BEGIN Exercise data

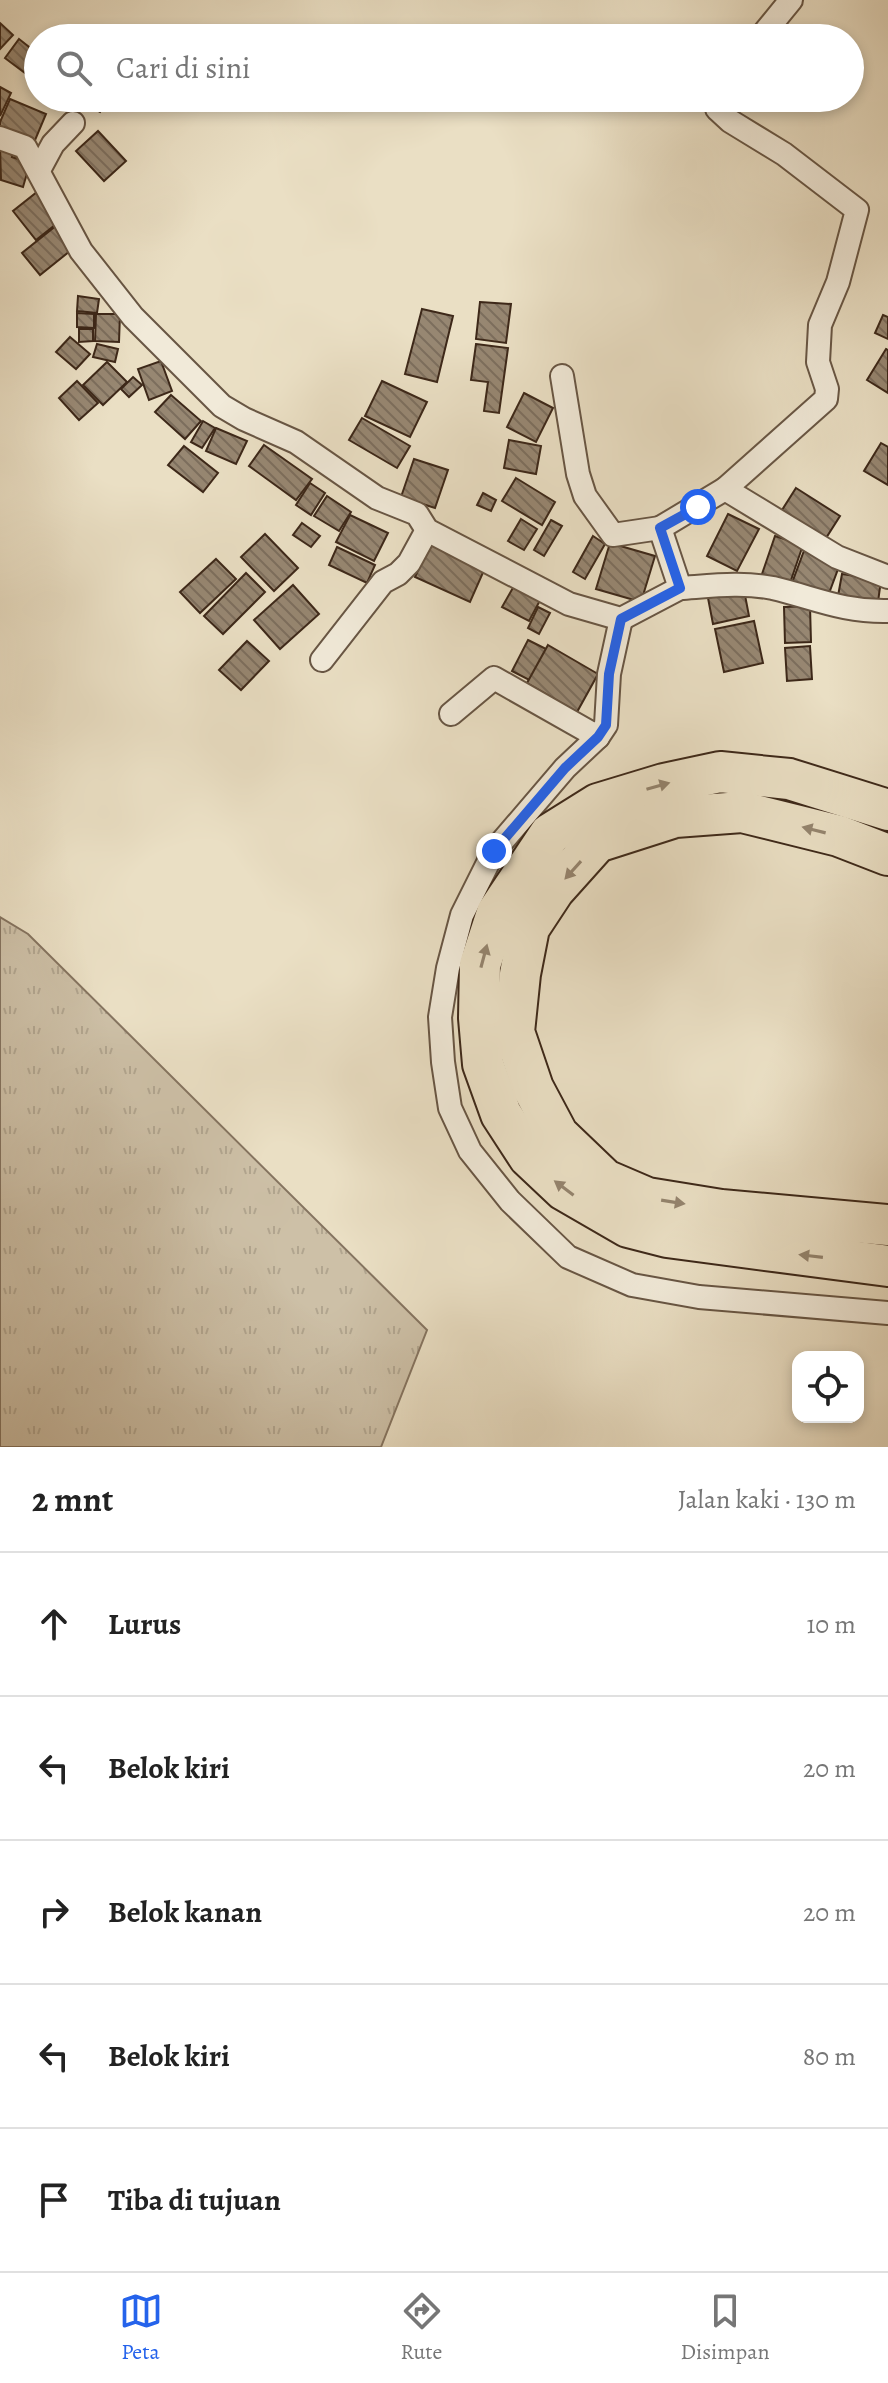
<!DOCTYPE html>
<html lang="id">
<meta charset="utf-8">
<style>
body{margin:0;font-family:Alegreya,serif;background:#f6f6f6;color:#222}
.controls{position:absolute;right:24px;bottom:24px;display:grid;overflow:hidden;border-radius:16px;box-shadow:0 4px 12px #0003}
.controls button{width:72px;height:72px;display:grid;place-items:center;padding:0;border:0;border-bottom:2px solid #e0e0e0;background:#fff;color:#222;font:40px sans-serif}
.stop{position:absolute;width:24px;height:24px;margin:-18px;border:6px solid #2563eb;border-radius:50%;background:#fff}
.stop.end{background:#2563eb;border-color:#fff;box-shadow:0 2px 8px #0008}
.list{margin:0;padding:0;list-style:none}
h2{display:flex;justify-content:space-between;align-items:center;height:104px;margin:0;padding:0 32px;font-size:34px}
h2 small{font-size:26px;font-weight:400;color:#767676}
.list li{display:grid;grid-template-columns:52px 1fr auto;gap:24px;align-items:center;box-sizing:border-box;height:144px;padding:0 32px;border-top:2px solid #e0e0e0}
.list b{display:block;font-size:30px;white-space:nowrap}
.list em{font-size:26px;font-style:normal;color:#767676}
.icon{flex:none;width:44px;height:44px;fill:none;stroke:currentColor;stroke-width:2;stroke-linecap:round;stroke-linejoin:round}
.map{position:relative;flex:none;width:888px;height:1447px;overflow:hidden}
.search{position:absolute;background:#fff;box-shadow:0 4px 12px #0003;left:24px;right:24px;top:24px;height:88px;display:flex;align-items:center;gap:20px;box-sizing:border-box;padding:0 28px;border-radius:44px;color:#767676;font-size:30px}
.sheet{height:824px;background:#fff}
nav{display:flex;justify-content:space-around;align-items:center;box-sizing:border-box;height:112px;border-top:2px solid #e0e0e0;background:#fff;font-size:22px;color:#767676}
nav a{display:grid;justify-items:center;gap:4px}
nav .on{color:#2563eb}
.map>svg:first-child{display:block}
.grass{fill:url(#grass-tufts);stroke:#857460;stroke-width:2}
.building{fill:url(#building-back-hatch);stroke:#3d2819;stroke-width:2}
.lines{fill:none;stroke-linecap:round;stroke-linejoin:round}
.street-casing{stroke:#685644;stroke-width:26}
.highway-casing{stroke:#3d2819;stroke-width:44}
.street{stroke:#f1ead9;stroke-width:22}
.highway{stroke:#eadfc4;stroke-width:40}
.oneway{fill:#94846e}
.route{stroke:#2563eb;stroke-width:10}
</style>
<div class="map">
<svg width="888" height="1447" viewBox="0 0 888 1447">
<defs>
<pattern id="grass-tufts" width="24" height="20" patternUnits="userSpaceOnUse" patternTransform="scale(2)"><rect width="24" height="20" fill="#cdc0a7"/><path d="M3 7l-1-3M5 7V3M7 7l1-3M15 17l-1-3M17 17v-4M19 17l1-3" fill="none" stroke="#b1a58f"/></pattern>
<pattern id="building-back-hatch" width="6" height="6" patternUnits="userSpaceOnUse" patternTransform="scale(2)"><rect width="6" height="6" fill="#978772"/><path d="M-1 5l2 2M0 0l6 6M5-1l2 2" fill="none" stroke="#7c6e5d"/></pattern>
</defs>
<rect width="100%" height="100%" fill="#eadfc4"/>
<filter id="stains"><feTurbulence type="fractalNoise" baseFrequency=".0025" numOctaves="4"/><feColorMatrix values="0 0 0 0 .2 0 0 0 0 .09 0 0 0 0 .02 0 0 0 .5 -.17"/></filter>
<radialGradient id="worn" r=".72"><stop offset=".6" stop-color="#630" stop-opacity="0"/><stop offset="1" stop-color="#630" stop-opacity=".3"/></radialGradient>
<path class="grass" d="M0 917 28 934 427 1330 381 1447H0Z"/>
<g class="building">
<path d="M0 23 13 35 0 49Z"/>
<path d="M19 39 38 54V71L33 79 5 58Z"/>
<path d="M0 87 11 93 0 116Z"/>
<path d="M74 98H108L100 112Z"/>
<path d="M10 99 46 114 33 145 0 130V122Z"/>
<path d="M98 131 126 161 104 181 76 151Z"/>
<path d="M0 146 14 151 12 157 30 163 23 187 1 180Z"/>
<path d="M37 192 60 221 36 240 13 211Z"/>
<path d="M57 225 75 247 40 275 22 253Z"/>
<path d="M78 296 99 299 97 313 77 311Z"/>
<path d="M480 302 511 304 506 343 476 339Z"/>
<path d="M422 309 453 316 437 382 405 374Z"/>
<path d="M77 313 94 314V328L77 327Z"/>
<path d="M96 314H120L119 342 95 341Z"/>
<path d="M883 315 888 317V339L875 333Z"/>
<path d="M79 329H93V341L79 342Z"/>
<path d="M70 337 90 354 76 369 56 352Z"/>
<path d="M97 344 118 349 115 362 93 357Z"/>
<path d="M476 344 508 348 499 413 484 411 488 382 471 380Z"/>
<path d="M886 349 888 350V393L867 380Z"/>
<path d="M161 361 172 391 149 400 138 369Z"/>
<path d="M107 362 127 382 103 405 83 385Z"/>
<path d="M133 377 142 385 129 397 121 389Z"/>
<path d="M77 381 98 403 79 420 59 398Z"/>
<path d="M382 381 427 402 410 437 365 416Z"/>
<path d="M524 393 553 408 536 442 507 427Z"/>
<path d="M171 395 201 421 185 439 155 412Z"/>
<path d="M362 418 410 446 397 468 349 440Z"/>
<path d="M203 421 215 428 202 448 191 442Z"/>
<path d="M216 428 247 441 236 464 206 451Z"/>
<path d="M509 440 541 446 536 474 504 468Z"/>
<path d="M881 443 888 447V485L864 471Z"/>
<path d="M264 445 312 479 296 500 249 466Z"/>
<path d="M184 446 218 473 203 492 168 465Z"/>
<path d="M414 459 448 470 435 508 401 497Z"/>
<path d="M516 478 555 502 542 525 502 501Z"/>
<path d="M310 483 325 493 311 515 296 505Z"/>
<path d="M796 488 840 516 826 538 782 510Z"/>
<path d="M483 493 496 500 491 511 477 505Z"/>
<path d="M327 496 351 512 339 531 314 516Z"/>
<path d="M728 514 759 529 737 571 707 556Z"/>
<path d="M350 515 388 533 374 561 336 542Z"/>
<path d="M521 519 537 529 524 550 508 541Z"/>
<path d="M551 520 562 526 544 556 534 550Z"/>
<path d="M302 523 320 536 311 547 293 535Z"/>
<path d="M265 534 298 568 274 591 241 557Z"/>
<path d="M593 536 605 544 585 579 573 572Z"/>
<path d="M775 536 803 545 790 583 762 574Z"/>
<path d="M610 543 655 556 641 602 596 589Z"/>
<path d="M430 544 485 568 470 602 415 577Z"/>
<path d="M337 547 375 565 367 583 329 565Z"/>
<path d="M805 548 841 561 828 596 792 583Z"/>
<path d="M216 559 236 579 200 613 180 592Z"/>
<path d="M246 573 265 592 223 634 204 616Z"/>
<path d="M842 574 881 580 878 602 838 596Z"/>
<path d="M518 579 544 593 529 621 502 607Z"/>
<path d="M293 585 319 614 280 649 254 620Z"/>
<path d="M744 590 749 616 713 624 708 598Z"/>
<path d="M810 606 811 642 785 643 784 607Z"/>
<path d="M538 607 550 613 539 634 528 628Z"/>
<path d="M754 621 763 663 724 672 715 629Z"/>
<path d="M528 640 552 652 535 683 512 671Z"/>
<path d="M247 641 269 661 241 690 219 670Z"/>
<path d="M548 645 598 674 577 712 527 683Z"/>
<path d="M810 646 812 679 787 681 785 648Z"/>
</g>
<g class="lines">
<defs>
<g id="street">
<path d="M760 38 791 0"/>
<path d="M0 138 25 147 81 251 133 317 222 406 244 419 296 442 377 498 417 514 427 530 569 604 621 619 680 588 660 528 725 489 826 399 827 389 818 362 820 325 838 282 857 210 784 154 730 121 717 109 715 98"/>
<path d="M39 170 53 144 73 123"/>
<path d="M562 376 578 474 585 496 613 535 660 528"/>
<path d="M725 489 837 557 888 577"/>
<path d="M680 588C711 586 743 582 773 588 815 598 843 612 888 611"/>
<path d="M621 619 609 674 606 725 598 737 565 768 494 851 462 915 448 968 440 1017 443 1062 450 1108 470 1151 510 1201 568 1257 632 1285 699 1297 888 1313"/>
<path d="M322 660 383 582 398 574 409 563 427 530"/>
<path d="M451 714 494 678 598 737"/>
</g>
<g id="highway">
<path d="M888 810 789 779 720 772 664 784 598 804 550 834 497 913 480 965 479 1018 483 1064 501 1114 529 1157 564 1190 628 1227 667 1237 888 1266"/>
<path d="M888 855 839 836 742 812 675 817 597 842 554 890 529 928 520 974 514 1032 533 1088 558 1135 605 1180 647 1198 721 1210 888 1225"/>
</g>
</defs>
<use href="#street" class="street-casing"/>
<use href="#highway" class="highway-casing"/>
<use href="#street" class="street"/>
<use href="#highway" class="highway"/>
</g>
<defs><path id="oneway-solid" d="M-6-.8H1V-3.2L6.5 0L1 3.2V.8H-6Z" transform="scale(2)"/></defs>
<g class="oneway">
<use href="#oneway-solid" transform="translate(658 786) rotate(-16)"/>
<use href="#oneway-solid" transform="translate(814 830) rotate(-166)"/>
<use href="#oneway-solid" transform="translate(573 870) rotate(132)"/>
<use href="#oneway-solid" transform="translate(484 956) rotate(-75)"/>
<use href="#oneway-solid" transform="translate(564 1188) rotate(-143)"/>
<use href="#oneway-solid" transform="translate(673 1202) rotate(9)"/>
<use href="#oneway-solid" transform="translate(811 1256) rotate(-173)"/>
</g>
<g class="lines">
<path class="route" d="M494 851 565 768 598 737 606 725 609 674 621 619 680 588 660 528 698 507"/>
</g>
<rect width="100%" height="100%" filter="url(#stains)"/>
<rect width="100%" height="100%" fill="url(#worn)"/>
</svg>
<div class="controls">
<button><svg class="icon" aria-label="locate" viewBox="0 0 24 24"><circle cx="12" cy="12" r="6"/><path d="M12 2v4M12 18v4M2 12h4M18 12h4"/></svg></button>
</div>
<div class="stop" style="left:698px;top:507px"></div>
<div class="stop end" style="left:494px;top:851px"></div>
<div class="search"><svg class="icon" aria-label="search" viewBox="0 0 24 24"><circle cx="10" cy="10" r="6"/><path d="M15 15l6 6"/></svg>Cari di sini</div>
</div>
<section class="sheet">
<h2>2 mnt<small>Jalan kaki · 130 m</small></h2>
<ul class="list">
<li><svg class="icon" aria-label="ahead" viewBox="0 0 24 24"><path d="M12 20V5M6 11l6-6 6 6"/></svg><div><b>Lurus</b></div><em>10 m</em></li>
<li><svg class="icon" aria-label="left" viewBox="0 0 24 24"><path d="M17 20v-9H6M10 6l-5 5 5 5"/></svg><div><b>Belok kiri</b></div><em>20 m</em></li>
<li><svg class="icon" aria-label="right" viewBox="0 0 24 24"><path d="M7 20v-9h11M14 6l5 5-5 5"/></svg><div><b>Belok kanan</b></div><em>20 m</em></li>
<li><svg class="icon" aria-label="left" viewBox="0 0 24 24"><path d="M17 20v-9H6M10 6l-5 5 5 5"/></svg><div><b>Belok kiri</b></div><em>80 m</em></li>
<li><svg class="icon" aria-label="arrive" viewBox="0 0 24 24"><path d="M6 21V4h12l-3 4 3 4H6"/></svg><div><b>Tiba di tujuan</b></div></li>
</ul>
</section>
<nav>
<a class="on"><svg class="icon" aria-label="map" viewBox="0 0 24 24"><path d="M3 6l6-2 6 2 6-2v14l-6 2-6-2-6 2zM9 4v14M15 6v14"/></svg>Peta</a>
<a><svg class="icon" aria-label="directions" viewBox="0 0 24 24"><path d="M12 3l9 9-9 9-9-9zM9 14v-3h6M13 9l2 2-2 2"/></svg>Rute</a>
<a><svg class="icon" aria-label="saved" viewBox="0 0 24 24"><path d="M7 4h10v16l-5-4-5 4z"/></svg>Disimpan</a>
</nav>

END Exercise data

- _Problem requirements_: Please list every line of the records that contains "worn".

- _Response to the task_:
<radialGradient id="worn" r=".72"><stop offset=".6" stop-color="#630" stop-opacity="0"/><stop offset="1" stop-color="#630" stop-opacity=".3"/></radialGradient>
<rect width="100%" height="100%" fill="url(#worn)"/>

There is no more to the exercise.